Lucy was offended and felt betrayed. She was, on another and more genuine level, delighted and relieved. She was silent for a while as these feelings fought among each other, with the latter gradually triumphing.

Tran inspected the bowl of his pipe, scratched at it with a fingernail. "I am going to prepare another pipe. You may watch and see how it is done. Perhaps one day you will be the mistress of an Asian warlord, and the skill will be a useful addition to your many other talents."

"Do you think that is at all likely, Uncle?"

"With you, one cannot tell. Life is full of surprises, which is why I am not teaching French literature at the Lycee Chasseloup Laubat in Saigon, as my father planned."

So she watched as he manipulated the yen-hok needles, twirling and roasting the tarry ball over the flame, and carefully placed the fuming pellet into the pipe. He drew heavily and lay back. She was dying to ask him about the service her mother wanted, but he looked so relaxed and peaceful that instead she kissed him quickly on the cheek and returned to Claudel.

It cost Marlene a nice lunch and a lot of guilt, of which she could afford the former a good deal more than the latter, but Wayne Segovia seemed genuinely happy, and that might count for something in the halls of purgatory. He had lost twenty-five pounds, and his normally olive skin was the color of old dishwater.

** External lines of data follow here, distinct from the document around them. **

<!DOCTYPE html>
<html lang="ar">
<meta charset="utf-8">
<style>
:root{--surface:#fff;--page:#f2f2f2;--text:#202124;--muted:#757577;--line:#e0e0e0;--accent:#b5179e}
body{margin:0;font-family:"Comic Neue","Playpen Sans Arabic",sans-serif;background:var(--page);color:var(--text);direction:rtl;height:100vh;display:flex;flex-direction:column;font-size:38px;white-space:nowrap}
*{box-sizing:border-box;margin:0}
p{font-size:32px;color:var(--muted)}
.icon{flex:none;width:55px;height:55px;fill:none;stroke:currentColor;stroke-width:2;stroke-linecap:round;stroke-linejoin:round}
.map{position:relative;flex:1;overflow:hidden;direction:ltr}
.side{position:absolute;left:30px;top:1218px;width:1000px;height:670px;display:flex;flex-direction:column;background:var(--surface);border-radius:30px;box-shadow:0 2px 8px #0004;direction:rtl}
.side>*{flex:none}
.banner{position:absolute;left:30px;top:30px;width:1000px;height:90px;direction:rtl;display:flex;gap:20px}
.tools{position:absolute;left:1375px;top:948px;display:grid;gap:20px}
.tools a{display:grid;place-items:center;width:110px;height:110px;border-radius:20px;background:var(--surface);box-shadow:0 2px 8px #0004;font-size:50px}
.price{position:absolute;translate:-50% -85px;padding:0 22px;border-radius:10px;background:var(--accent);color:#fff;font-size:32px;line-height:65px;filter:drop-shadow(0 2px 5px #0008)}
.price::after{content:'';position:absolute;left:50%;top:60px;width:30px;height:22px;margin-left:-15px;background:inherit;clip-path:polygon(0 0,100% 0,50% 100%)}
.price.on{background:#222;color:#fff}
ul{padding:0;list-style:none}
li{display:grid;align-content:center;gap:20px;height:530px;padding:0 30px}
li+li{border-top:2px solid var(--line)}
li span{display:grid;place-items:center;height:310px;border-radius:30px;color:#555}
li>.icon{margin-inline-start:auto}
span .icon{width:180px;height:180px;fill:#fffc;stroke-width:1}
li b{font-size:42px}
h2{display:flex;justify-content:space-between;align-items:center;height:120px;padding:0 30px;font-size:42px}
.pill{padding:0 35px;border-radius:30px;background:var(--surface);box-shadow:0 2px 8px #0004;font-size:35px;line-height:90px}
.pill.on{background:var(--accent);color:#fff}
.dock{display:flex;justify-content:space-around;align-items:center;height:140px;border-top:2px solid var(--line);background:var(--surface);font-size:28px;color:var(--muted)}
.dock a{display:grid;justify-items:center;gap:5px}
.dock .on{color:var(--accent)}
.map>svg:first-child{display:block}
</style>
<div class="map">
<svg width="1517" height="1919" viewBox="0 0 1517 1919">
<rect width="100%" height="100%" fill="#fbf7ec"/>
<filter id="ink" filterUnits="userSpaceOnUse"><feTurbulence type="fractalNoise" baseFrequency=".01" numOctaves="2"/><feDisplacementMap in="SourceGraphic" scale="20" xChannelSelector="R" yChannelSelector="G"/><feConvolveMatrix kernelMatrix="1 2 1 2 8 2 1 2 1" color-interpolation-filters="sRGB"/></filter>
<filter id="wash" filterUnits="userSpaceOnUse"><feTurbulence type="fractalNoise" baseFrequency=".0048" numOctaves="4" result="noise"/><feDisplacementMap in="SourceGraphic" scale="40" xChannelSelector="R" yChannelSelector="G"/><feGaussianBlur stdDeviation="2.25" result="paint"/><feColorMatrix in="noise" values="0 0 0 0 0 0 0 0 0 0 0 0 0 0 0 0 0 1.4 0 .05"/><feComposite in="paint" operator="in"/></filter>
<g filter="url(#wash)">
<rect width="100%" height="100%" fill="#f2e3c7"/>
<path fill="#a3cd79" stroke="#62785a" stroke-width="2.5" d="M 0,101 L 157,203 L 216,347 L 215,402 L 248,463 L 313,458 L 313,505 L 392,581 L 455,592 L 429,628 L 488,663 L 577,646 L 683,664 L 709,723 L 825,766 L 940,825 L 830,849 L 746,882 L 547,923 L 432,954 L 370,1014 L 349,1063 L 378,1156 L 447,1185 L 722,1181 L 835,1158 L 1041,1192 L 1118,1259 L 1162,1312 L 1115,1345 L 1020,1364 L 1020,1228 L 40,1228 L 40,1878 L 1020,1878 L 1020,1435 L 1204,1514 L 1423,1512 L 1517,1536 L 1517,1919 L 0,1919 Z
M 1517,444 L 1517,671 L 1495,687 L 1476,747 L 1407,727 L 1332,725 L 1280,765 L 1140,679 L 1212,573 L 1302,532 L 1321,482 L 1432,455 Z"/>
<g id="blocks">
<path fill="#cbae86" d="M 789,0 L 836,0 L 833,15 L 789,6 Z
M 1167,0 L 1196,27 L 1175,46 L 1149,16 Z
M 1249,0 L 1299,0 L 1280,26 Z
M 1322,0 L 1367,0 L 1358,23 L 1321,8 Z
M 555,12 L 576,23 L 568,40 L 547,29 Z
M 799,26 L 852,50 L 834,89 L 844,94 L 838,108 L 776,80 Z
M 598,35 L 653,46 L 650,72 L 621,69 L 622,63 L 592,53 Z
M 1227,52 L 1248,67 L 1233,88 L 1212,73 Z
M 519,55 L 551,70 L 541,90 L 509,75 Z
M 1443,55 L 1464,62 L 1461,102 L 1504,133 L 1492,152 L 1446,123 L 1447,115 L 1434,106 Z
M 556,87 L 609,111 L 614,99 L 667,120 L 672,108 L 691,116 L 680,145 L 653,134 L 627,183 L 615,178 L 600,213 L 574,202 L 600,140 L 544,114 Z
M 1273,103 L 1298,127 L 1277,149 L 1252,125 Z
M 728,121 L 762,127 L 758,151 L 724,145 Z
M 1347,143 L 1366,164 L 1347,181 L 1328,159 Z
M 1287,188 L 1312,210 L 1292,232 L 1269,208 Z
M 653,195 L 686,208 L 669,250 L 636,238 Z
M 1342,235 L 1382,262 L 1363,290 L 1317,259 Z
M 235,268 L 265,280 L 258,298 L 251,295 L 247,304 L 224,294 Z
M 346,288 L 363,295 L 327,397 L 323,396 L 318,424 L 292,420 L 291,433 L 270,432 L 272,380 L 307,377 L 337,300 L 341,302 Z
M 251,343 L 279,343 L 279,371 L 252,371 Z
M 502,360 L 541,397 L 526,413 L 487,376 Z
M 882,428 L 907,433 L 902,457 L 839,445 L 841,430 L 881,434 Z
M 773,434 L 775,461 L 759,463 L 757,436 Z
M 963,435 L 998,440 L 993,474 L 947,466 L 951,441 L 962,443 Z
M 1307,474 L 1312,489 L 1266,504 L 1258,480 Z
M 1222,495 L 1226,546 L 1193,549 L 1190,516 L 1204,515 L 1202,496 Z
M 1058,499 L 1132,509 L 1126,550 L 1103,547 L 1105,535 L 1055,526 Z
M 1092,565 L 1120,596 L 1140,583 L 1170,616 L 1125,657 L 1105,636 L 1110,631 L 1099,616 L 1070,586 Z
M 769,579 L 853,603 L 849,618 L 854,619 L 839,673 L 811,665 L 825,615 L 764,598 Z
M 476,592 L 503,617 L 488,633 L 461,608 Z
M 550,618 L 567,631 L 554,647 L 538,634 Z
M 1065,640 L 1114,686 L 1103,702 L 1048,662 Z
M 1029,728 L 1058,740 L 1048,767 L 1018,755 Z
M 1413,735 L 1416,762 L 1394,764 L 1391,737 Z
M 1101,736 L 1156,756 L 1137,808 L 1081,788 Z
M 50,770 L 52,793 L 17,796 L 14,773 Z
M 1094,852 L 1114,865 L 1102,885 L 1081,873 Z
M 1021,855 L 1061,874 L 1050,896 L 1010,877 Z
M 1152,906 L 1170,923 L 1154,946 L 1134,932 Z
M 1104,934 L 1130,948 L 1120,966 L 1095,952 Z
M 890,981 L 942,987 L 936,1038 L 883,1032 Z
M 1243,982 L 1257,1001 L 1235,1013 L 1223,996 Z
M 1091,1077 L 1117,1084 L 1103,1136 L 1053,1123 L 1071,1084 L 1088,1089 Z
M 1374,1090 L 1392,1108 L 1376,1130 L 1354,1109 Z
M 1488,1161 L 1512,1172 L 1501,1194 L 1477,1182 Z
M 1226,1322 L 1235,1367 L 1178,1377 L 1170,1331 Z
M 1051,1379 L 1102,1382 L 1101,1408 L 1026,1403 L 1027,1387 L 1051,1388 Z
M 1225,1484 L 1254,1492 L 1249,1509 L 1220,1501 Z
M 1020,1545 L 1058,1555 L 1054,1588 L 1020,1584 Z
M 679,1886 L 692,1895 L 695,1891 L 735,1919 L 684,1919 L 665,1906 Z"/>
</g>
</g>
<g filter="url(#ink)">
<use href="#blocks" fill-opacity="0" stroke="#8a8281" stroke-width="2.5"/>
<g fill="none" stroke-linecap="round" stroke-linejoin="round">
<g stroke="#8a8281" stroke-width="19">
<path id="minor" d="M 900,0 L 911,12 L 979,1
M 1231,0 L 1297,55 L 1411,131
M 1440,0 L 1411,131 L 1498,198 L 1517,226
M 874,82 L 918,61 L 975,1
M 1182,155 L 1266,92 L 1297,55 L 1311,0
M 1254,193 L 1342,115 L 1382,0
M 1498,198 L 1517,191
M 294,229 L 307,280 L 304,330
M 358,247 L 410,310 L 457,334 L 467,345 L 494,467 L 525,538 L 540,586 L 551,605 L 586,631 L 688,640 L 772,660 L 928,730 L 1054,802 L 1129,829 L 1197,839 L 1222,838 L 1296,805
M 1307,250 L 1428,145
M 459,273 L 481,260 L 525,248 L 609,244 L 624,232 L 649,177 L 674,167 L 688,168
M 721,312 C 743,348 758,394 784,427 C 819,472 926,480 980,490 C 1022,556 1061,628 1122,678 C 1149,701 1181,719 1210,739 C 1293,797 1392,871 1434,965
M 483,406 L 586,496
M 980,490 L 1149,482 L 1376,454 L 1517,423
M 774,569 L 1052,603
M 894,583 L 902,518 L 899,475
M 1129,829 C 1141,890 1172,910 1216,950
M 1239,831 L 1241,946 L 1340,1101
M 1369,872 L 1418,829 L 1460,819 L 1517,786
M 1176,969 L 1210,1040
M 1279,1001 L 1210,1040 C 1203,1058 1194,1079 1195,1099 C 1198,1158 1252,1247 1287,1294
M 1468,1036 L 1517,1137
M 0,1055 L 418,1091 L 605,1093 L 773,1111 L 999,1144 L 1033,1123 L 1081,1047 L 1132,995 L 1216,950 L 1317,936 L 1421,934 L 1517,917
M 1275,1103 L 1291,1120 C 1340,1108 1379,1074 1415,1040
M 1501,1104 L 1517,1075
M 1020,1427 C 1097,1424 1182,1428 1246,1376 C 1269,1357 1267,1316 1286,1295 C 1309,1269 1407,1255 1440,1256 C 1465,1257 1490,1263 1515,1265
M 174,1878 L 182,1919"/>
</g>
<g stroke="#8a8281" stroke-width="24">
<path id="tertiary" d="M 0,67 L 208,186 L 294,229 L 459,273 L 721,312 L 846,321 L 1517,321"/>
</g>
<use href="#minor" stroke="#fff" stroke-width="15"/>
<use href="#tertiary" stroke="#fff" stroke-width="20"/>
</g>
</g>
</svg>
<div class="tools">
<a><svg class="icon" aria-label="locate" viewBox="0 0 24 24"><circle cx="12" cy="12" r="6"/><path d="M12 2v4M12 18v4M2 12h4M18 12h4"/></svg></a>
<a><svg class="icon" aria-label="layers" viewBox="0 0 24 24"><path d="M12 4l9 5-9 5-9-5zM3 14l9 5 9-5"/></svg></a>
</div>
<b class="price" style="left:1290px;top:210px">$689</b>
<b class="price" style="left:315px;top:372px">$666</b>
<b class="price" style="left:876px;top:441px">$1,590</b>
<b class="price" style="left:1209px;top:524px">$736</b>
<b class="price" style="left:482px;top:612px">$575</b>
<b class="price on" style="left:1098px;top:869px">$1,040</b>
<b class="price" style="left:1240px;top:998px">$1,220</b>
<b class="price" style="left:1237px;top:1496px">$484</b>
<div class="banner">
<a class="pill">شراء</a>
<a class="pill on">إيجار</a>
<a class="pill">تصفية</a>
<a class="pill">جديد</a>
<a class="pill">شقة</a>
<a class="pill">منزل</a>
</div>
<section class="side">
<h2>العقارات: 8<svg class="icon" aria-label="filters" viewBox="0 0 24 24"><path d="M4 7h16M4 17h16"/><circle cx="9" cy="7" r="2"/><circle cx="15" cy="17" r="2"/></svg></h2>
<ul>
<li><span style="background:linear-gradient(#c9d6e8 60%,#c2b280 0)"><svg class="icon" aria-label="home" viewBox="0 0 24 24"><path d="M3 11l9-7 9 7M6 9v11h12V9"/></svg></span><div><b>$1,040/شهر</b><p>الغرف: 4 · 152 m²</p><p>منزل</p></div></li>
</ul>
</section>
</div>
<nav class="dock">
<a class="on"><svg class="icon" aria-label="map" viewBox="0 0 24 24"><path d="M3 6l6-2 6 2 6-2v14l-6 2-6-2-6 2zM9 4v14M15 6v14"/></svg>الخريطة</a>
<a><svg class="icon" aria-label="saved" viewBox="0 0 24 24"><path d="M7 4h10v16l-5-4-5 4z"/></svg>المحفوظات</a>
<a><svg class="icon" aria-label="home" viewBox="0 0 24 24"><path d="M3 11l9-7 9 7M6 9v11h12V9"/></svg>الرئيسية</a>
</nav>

She watched him eat a whole lobster, a dozen cherrystones, a scoop of garlic mashed potatoes half the size of his head, and a dark brown dessert made entirely of unblended calories. She picked at a Cobb salad and drank most of a pricey bottle of Meursault.

"Lobster for lunch," he said wonderingly when he was finished. "I don't know, Marlene. I don't think I better tell my wife about this. She might think you got designs on me."

"Oh, your virtue's safe. A couple years ago maybe not, but I'm a reformed old lady now." Marlene sipped from her glass. "Actually, there was one little favor."

"Oh, ho. See, women take me to two-hundred-dollar lunches at the Palm all the time just to look at my face, so, frankly, this comes as quite a shock." He laughed, which was pleasant to see. "So what can I do for you?"

"I want to change my password."

He looked puzzled. "Marlene, that's not worth a hot dog and a Coke. You press the change-password button when you log on and just do it."

"Yes, but you have to know your old password before you can do that."

"You forgot your password?"

"Yes, this is so embarrassing. They sent a memo around the other day that everyone should change their password, and since I'm such a good girl, I did, and I used the little program that generates a random password and changed it, and then something came up, and I forgot to write it down, and when I turned my machine on this morning, it wouldn't let me."

"Yes, that's how computers make our lives easier. Okay, no problemo-we'll go back to my joint after and fix you up."

They did. Segovia sat at his chair in his tiny cube, and Marlene stood behind him. Segovia got into the root level of the Osborne system, found Marlene's password, decrypted it, and wrote it on a slip of paper.

"Tape it to your monitor," he said, handing it over.

She laughed dutifully and pulled a notebook from her bag. "I'm going to write it down right now in a safe place," she said, and did, and also wrote down the system administrator password he had tapped out several times, which she had read and memorized from over his shoulder.

She waited until the end of the day and slipped into an unused office and logged in as a system administrator using Segovia's password. It let her into any file in the Osborne system, and she was able to bring up Sirmenkov's phone records, hundreds of neatly ranked, compressed, and encrypted WAV files with the phone numbers they represented, and the time and charges. She selected a subset of these and with a few strokes dumped them all into a Zip disc, added Sirmenkov's decrypt key, logged off, and went back to her office, where she unpacked them, decrypted them, and burned them into a rewritable compact disk. She connected a headset to the machine and brought up a conversation of some length that had occurred in the right time frame. In Russian, of course. He would be talking to Uncle Fred in Minsk, or ordering a fur hat… or doing something extremely naughty. Marlene did not speak Russian, but that, of course, was not going to be a problem.